WHAT TO PRODUCE |
A copy is needed of each line in the records that has the word "shadow".

(Collected data entries)
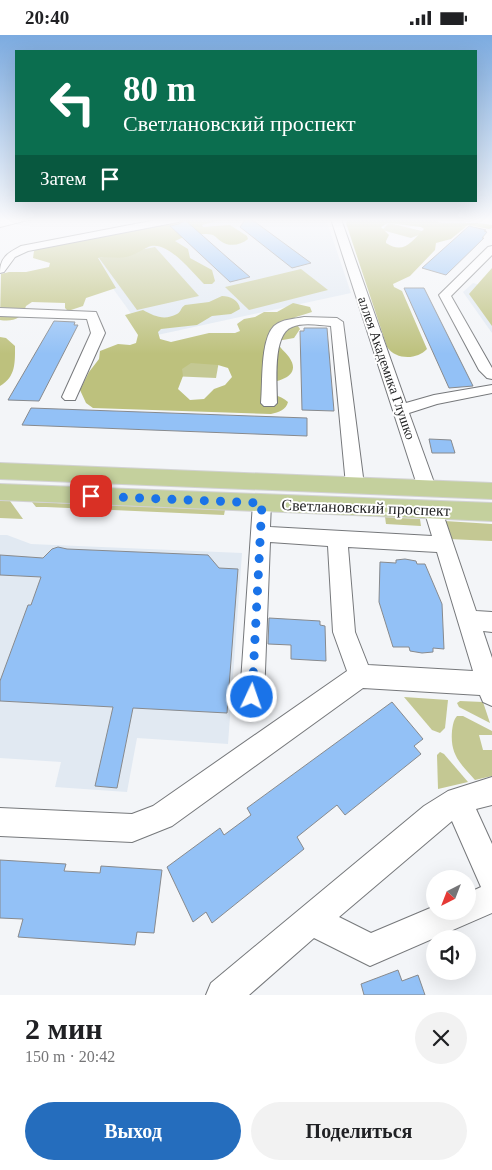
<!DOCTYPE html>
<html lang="ru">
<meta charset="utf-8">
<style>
body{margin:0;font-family:Georgia,serif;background:#f2f2f2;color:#202124;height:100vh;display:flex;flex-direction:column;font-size:19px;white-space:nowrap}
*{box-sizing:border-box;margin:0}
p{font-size:16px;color:#757577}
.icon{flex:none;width:28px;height:28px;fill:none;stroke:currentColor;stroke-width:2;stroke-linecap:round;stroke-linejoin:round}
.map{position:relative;height:960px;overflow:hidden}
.details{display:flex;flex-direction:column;background:#fff;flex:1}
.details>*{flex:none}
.guide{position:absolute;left:15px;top:15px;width:462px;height:152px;border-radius:0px;box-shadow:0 5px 20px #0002;background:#0b6e4f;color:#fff;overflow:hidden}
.needle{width:32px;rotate:222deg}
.buttons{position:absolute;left:426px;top:835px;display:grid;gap:10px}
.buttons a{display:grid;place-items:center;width:50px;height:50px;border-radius:50%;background:#fff;box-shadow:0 5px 20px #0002;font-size:25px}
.pin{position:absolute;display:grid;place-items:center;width:42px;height:42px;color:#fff;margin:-21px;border-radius:10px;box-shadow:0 2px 8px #0006}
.me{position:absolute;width:55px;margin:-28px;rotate:3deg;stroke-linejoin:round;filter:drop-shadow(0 0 4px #0008)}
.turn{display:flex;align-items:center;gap:18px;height:105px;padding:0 25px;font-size:22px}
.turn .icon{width:65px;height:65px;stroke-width:2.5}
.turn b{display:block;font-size:35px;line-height:42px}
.then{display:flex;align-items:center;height:48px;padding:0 25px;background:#0003;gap:10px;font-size:19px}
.round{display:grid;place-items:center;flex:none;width:52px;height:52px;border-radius:26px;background:#f2f2f2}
.head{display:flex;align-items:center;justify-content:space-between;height:85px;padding:0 25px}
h1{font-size:30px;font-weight:700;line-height:38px}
.action{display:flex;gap:10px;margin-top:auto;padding:10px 25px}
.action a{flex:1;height:58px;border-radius:30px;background:#256dbd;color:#fff;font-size:20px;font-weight:700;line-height:58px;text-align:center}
.action a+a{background:#f2f2f2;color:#202124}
.status{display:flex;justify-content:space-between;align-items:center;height:35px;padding:0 25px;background:#fff;direction:ltr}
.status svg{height:14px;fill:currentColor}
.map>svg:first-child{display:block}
</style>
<div class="status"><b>20:40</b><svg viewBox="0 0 49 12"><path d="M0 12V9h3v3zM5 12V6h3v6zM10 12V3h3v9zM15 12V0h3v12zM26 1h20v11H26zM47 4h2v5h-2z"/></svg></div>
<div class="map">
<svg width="492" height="960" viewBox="0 0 492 960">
<rect width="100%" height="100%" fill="#f3f5f8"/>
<!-- built -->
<g fill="#e1e9f2">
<polygon points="220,184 326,184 351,258 148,302 83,212"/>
<polygon points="473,248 492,253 492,298 463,257"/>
<polygon points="0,500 7,500 31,509 242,518 228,709 137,703 127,757 55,752 61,727 0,723"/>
</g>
<!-- green -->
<g fill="#c4c893">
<polygon points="389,188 426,197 411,203 382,195"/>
<polygon points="155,212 199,261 137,275 99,223"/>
<polygon points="301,234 328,255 249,275 225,252"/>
<polygon points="175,324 219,326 216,343 170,341"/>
<polygon points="0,466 10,466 23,484 0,483"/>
<polygon points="32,467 225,475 224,480 46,472 36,472"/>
<polygon points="385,482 420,484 421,491 386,489"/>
<polygon points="445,486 492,489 492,506 449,504"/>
<polygon points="404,662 448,665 445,693 440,698 432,695"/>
<polygon points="460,666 483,667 490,688 459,672 457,668"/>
<path d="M457,681H463L492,696V700H479L483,715H492V741L475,745C460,728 450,720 452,696C453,690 453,686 457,681Z"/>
<polygon points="440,717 444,719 468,747 438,754 437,720"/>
</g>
<!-- forest -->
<g fill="#bdc17d" fill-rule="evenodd">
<path d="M182,184H224L202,190L203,192L230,190L247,201L248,204C241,210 230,212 222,207C218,205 217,202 213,200C202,197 184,201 175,206L188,214L190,223L212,235L215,246L212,249H204C192,237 169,207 151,211C144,213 136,220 126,222C117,224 108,221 98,223L116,253L86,263L83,271L68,276L65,273V268L32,267L26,271C22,284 13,287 0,285L1,239L9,237H26L49,232L50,228L33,223L34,216L38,213Z"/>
<path d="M348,184H437V186L441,188H479L492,190V193L489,194L468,190L451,204L436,208L435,215L410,241L393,249L394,252L402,256L427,314C417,325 396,325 387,312L346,188ZM388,188L421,192L424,194C412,206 404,220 386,208V206L389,200L381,192Z"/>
<polygon points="492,233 492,291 469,259"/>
<path d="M222,261C230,261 239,265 240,274L231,279L212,281L197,290L161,294L158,297L160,304L171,307L209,298H235L240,296L237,289L244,284L255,282L264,277H277L293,268L310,272L312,277L296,282L293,284L300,294L294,303L277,306C279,313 285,316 289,322C303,342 277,347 263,349L261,352C268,361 280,359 288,367C286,375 279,377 271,379L93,373L86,368L80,355L89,337L99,324L100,316L118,309L130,310L136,308L138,300L125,280L143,275C154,281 164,286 177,279C182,276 180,273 185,270L209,267ZM191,328L218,330L228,333L232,342L225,350L214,354L204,364L190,365L178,354L183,341L182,334Z"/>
<path d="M0,302L6,303L15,311C15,327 16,342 0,351Z"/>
</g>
<!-- building -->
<g fill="#93c1f6" stroke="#888a8d">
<polygon points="246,184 251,184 311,228 292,233 240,192"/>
<polygon points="185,185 229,224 250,242 230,247 170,191 179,189"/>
<polygon points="469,191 486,195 484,196 487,197 482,203 484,203 446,240 422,233"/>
<polygon points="404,253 424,253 473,351 449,353"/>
<polygon points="54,286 75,287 74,290 78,290 39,366 8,365"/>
<polygon points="304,293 327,293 334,376 302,375 300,296 304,296"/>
<polygon points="31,373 307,383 307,401 22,390"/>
<polygon points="429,404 451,405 455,418 432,418"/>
<polygon points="58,512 67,514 208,520 219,533 238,534 227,678 133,673 117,753 95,751 113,672 0,666 0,646 28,570 31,570 41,542 0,540 0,520 43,523 52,514"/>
<polygon points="405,524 416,526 417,529 425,529 442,569 444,614 433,613 433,617 422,618 410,616 409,612 393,612 379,567 380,527 396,528 396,525"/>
<polygon points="269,583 320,586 320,590 325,591 326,626 291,624 291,610 268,609"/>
<polygon points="392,667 423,704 414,711 421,719 345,780 337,770 297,802 304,814 212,888 206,877 193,887 167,832 220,793 224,800 251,780 247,773"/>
<polygon points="0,825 66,829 64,836 100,838 101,831 162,835 154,898 137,897 135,910 18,902 23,884 0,883"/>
<polygon points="398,935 402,946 418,940 425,960 364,960 361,949"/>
</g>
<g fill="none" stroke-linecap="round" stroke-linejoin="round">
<!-- minor casing -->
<g stroke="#76787b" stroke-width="2">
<g id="minor">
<polygon points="10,184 32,184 0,192 0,186"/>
<path d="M161,184H183L178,187L28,216L15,222L4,237L0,238C0,222 8,218 21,211Z"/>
<polygon points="331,184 341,184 406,368 434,360 492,350 492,358 437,369 409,378 436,453 433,458 427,459 421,458 418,453"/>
<polygon points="492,211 492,220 451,261 492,333 492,344 487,343 479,335 439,260 488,212"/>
<polygon points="0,273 96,277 105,298 75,365 65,365 62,362 91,298 87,284 0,281"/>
<path d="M304,282L337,283L343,287L364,450L361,455L355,456L349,455L346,450L331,291C319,290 303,287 292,292C272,299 277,349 277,368L274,371H264L261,368C263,348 260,305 274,291C282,284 294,284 304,282Z"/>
<path d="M262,461L268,463L271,468L270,492L432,501L424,475L426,470L433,468L440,470L476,576L492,577V597L483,596L492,623V671L483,667L480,660L363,653L172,791L132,807L0,801V773L132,779L153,771L347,636L333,597L328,511L270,507L264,662L261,670L252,674L243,670L240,662L253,468L256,463ZM348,512L437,517L473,636L368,630L355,597Z"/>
<path d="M492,742V770L476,774L492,809V878L370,931L314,903L249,960H206L211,948L424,771L448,756ZM452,786L481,852L468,858V876H435V871L371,898L339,882Z"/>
</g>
</g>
<!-- major casing -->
<g stroke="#d2d2d3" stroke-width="2">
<g id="major">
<polygon points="0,428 492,448 492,464 0,444"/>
<polygon points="0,449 492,468 492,486 0,465"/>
</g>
</g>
<!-- minor -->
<use href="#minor" fill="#fff" fill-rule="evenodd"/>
<!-- major -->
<use href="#major" fill="#c4d09d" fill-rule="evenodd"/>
</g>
<!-- sky -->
<linearGradient id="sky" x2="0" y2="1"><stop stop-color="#7cabe0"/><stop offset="0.58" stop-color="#fafafc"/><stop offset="1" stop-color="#fafafc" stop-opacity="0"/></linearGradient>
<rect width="492" height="319" fill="url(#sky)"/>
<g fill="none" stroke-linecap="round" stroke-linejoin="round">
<!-- route -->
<polyline stroke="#1a73e8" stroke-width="9" stroke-dasharray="0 16.2" points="91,461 262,468 252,662"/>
</g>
<g text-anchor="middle" stroke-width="4" stroke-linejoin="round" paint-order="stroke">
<!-- far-street labels -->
<g font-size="14" fill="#1f2021" stroke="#fff">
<text transform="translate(387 333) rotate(71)" y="5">аллея Академика Глушко</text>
</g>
<!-- street labels -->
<g font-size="16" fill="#1f2021" stroke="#fff">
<text transform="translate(366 472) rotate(2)" y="6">Светлановский проспект</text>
</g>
</g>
</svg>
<div class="buttons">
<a><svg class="needle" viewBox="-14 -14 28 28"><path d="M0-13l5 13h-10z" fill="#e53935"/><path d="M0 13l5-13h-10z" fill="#757577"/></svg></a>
<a><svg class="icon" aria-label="sound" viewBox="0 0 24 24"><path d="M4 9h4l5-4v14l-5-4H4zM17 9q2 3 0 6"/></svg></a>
</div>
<div class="pin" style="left:91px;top:461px;background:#d93025"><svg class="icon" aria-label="arrive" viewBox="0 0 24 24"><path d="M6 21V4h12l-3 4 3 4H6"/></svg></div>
<svg class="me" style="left:252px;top:662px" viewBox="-20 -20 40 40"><circle r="17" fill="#1a73e8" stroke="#fff" stroke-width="3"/><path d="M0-11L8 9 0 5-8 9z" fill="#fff"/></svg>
<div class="guide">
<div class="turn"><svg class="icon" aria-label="left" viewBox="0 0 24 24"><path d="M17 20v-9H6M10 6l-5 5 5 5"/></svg><div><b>80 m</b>Светлановский проспект</div></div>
<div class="then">Затем<svg class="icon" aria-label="arrive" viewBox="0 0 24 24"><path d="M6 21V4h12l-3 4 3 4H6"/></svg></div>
</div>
</div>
<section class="details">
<div class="head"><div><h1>2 мин</h1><p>150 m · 20:42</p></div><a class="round"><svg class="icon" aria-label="close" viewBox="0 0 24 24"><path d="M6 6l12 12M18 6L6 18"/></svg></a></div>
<div class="action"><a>Выход</a><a>Поделиться</a></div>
</section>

EXERCISE RESPONSE |
.guide{position:absolute;left:15px;top:15px;width:462px;height:152px;border-radius:0px;box-shadow:0 5px 20px #0002;background:#0b6e4f;color:#fff;overflow:hidden}
.buttons a{display:grid;place-items:center;width:50px;height:50px;border-radius:50%;background:#fff;box-shadow:0 5px 20px #0002;font-size:25px}
.pin{position:absolute;display:grid;place-items:center;width:42px;height:42px;color:#fff;margin:-21px;border-radius:10px;box-shadow:0 2px 8px #0006}
.me{position:absolute;width:55px;margin:-28px;rotate:3deg;stroke-linejoin:round;filter:drop-shadow(0 0 4px #0008)}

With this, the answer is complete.